▶ Work request
Each record beneath this sentence is to be transcribed exactly as it reads.
---- Data to examine
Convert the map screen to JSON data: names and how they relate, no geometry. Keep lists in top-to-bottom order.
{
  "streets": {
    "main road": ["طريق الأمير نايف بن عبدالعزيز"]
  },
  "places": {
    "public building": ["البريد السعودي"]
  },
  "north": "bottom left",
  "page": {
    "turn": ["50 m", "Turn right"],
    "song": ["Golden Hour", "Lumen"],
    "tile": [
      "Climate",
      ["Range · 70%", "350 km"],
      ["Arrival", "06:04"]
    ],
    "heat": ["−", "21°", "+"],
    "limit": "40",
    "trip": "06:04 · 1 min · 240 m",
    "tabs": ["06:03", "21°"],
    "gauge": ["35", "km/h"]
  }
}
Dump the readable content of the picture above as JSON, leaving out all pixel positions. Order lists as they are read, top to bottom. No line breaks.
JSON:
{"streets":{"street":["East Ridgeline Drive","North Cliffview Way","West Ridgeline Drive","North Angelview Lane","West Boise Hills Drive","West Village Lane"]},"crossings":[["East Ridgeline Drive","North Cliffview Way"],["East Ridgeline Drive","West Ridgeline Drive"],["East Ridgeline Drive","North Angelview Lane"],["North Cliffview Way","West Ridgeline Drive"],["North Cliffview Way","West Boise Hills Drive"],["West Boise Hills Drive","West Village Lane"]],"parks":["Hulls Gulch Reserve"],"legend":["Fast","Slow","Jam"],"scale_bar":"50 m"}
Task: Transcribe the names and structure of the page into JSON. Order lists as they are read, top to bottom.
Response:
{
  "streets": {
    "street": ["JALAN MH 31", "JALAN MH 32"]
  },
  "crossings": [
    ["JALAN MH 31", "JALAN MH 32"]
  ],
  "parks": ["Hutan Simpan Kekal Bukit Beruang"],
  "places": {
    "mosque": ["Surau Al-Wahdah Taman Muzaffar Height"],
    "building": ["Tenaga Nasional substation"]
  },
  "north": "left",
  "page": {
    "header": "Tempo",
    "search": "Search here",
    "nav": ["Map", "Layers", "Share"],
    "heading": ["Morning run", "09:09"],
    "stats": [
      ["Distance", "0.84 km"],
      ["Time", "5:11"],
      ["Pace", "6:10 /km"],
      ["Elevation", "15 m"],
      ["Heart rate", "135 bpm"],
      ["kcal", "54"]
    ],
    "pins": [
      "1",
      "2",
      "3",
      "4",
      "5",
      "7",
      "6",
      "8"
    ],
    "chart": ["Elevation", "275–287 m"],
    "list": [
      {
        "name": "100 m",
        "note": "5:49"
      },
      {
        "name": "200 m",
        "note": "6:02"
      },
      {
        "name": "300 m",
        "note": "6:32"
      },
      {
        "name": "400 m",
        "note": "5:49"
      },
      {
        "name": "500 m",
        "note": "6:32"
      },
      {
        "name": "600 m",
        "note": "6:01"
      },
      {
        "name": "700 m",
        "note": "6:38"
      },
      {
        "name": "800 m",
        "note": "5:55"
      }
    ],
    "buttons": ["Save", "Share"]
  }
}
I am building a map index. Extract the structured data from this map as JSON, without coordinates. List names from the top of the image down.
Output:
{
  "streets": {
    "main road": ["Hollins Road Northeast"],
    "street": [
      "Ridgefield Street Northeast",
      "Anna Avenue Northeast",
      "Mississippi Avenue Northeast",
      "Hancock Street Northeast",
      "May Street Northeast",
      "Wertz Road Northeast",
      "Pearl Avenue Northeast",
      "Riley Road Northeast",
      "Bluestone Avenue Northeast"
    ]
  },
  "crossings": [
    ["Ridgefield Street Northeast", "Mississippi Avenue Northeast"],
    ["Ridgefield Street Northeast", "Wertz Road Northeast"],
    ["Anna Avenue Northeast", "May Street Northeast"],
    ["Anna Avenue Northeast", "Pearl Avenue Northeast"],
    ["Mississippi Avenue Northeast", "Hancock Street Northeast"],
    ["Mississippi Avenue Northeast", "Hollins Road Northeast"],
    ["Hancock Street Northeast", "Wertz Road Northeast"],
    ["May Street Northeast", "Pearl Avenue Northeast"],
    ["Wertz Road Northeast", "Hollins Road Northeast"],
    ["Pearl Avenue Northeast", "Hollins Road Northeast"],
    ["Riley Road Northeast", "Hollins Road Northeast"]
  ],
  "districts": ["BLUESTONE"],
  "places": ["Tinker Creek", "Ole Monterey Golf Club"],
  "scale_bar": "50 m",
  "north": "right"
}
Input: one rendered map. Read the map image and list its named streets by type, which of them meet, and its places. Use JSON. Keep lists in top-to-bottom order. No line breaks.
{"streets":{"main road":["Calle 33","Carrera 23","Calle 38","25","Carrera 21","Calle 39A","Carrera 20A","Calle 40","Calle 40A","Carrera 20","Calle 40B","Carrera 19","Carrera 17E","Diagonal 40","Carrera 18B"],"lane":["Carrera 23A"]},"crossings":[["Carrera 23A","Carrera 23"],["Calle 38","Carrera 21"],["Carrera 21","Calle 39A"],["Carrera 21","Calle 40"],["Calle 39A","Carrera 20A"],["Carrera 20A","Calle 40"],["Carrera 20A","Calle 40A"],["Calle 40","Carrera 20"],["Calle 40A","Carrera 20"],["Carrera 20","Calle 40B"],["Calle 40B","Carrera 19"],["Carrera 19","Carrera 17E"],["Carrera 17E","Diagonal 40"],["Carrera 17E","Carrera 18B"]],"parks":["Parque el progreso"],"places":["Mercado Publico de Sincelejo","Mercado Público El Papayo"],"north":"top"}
--------
▶ Answer to this exercise
Convert the map screen to JSON data: names and how they relate, no geometry. Keep lists in top-to-bottom order.
{
  "streets": {
    "main road": ["طريق الأمير نايف بن عبدالعزيز"]
  },
  "places": {
    "public building": ["البريد السعودي"]
  },
  "north": "bottom left",
  "page": {
    "turn": ["50 m", "Turn right"],
    "song": ["Golden Hour", "Lumen"],
    "tile": [
      "Climate",
      ["Range · 70%", "350 km"],
      ["Arrival", "06:04"]
    ],
    "heat": ["−", "21°", "+"],
    "limit": "40",
    "trip": "06:04 · 1 min · 240 m",
    "tabs": ["06:03", "21°"],
    "gauge": ["35", "km/h"]
  }
}
Dump the readable content of the picture above as JSON, leaving out all pixel positions. Order lists as they are read, top to bottom. No line breaks.
JSON:
{"streets":{"street":["East Ridgeline Drive","North Cliffview Way","West Ridgeline Drive","North Angelview Lane","West Boise Hills Drive","West Village Lane"]},"crossings":[["East Ridgeline Drive","North Cliffview Way"],["East Ridgeline Drive","West Ridgeline Drive"],["East Ridgeline Drive","North Angelview Lane"],["North Cliffview Way","West Ridgeline Drive"],["North Cliffview Way","West Boise Hills Drive"],["West Boise Hills Drive","West Village Lane"]],"parks":["Hulls Gulch Reserve"],"legend":["Fast","Slow","Jam"],"scale_bar":"50 m"}
Task: Transcribe the names and structure of the page into JSON. Order lists as they are read, top to bottom.
Response:
{
  "streets": {
    "street": ["JALAN MH 31", "JALAN MH 32"]
  },
  "crossings": [
    ["JALAN MH 31", "JALAN MH 32"]
  ],
  "parks": ["Hutan Simpan Kekal Bukit Beruang"],
  "places": {
    "mosque": ["Surau Al-Wahdah Taman Muzaffar Height"],
    "building": ["Tenaga Nasional substation"]
  },
  "north": "left",
  "page": {
    "header": "Tempo",
    "search": "Search here",
    "nav": ["Map", "Layers", "Share"],
    "heading": ["Morning run", "09:09"],
    "stats": [
      ["Distance", "0.84 km"],
      ["Time", "5:11"],
      ["Pace", "6:10 /km"],
      ["Elevation", "15 m"],
      ["Heart rate", "135 bpm"],
      ["kcal", "54"]
    ],
    "pins": [
      "1",
      "2",
      "3",
      "4",
      "5",
      "7",
      "6",
      "8"
    ],
    "chart": ["Elevation", "275–287 m"],
    "list": [
      {
        "name": "100 m",
        "note": "5:49"
      },
      {
        "name": "200 m",
        "note": "6:02"
      },
      {
        "name": "300 m",
        "note": "6:32"
      },
      {
        "name": "400 m",
        "note": "5:49"
      },
      {
        "name": "500 m",
        "note": "6:32"
      },
      {
        "name": "600 m",
        "note": "6:01"
      },
      {
        "name": "700 m",
        "note": "6:38"
      },
      {
        "name": "800 m",
        "note": "5:55"
      }
    ],
    "buttons": ["Save", "Share"]
  }
}
I am building a map index. Extract the structured data from this map as JSON, without coordinates. List names from the top of the image down.
Output:
{
  "streets": {
    "main road": ["Hollins Road Northeast"],
    "street": [
      "Ridgefield Street Northeast",
      "Anna Avenue Northeast",
      "Mississippi Avenue Northeast",
      "Hancock Street Northeast",
      "May Street Northeast",
      "Wertz Road Northeast",
      "Pearl Avenue Northeast",
      "Riley Road Northeast",
      "Bluestone Avenue Northeast"
    ]
  },
  "crossings": [
    ["Ridgefield Street Northeast", "Mississippi Avenue Northeast"],
    ["Ridgefield Street Northeast", "Wertz Road Northeast"],
    ["Anna Avenue Northeast", "May Street Northeast"],
    ["Anna Avenue Northeast", "Pearl Avenue Northeast"],
    ["Mississippi Avenue Northeast", "Hancock Street Northeast"],
    ["Mississippi Avenue Northeast", "Hollins Road Northeast"],
    ["Hancock Street Northeast", "Wertz Road Northeast"],
    ["May Street Northeast", "Pearl Avenue Northeast"],
    ["Wertz Road Northeast", "Hollins Road Northeast"],
    ["Pearl Avenue Northeast", "Hollins Road Northeast"],
    ["Riley Road Northeast", "Hollins Road Northeast"]
  ],
  "districts": ["BLUESTONE"],
  "places": ["Tinker Creek", "Ole Monterey Golf Club"],
  "scale_bar": "50 m",
  "north": "right"
}
Input: one rendered map. Read the map image and list its named streets by type, which of them meet, and its places. Use JSON. Keep lists in top-to-bottom order. No line breaks.
{"streets":{"main road":["Calle 33","Carrera 23","Calle 38","25","Carrera 21","Calle 39A","Carrera 20A","Calle 40","Calle 40A","Carrera 20","Calle 40B","Carrera 19","Carrera 17E","Diagonal 40","Carrera 18B"],"lane":["Carrera 23A"]},"crossings":[["Carrera 23A","Carrera 23"],["Calle 38","Carrera 21"],["Carrera 21","Calle 39A"],["Carrera 21","Calle 40"],["Calle 39A","Carrera 20A"],["Carrera 20A","Calle 40"],["Carrera 20A","Calle 40A"],["Calle 40","Carrera 20"],["Calle 40A","Carrera 20"],["Carrera 20","Calle 40B"],["Calle 40B","Carrera 19"],["Carrera 19","Carrera 17E"],["Carrera 17E","Diagonal 40"],["Carrera 17E","Carrera 18B"]],"parks":["Parque el progreso"],"places":["Mercado Publico de Sincelejo","Mercado Público El Papayo"],"north":"top"}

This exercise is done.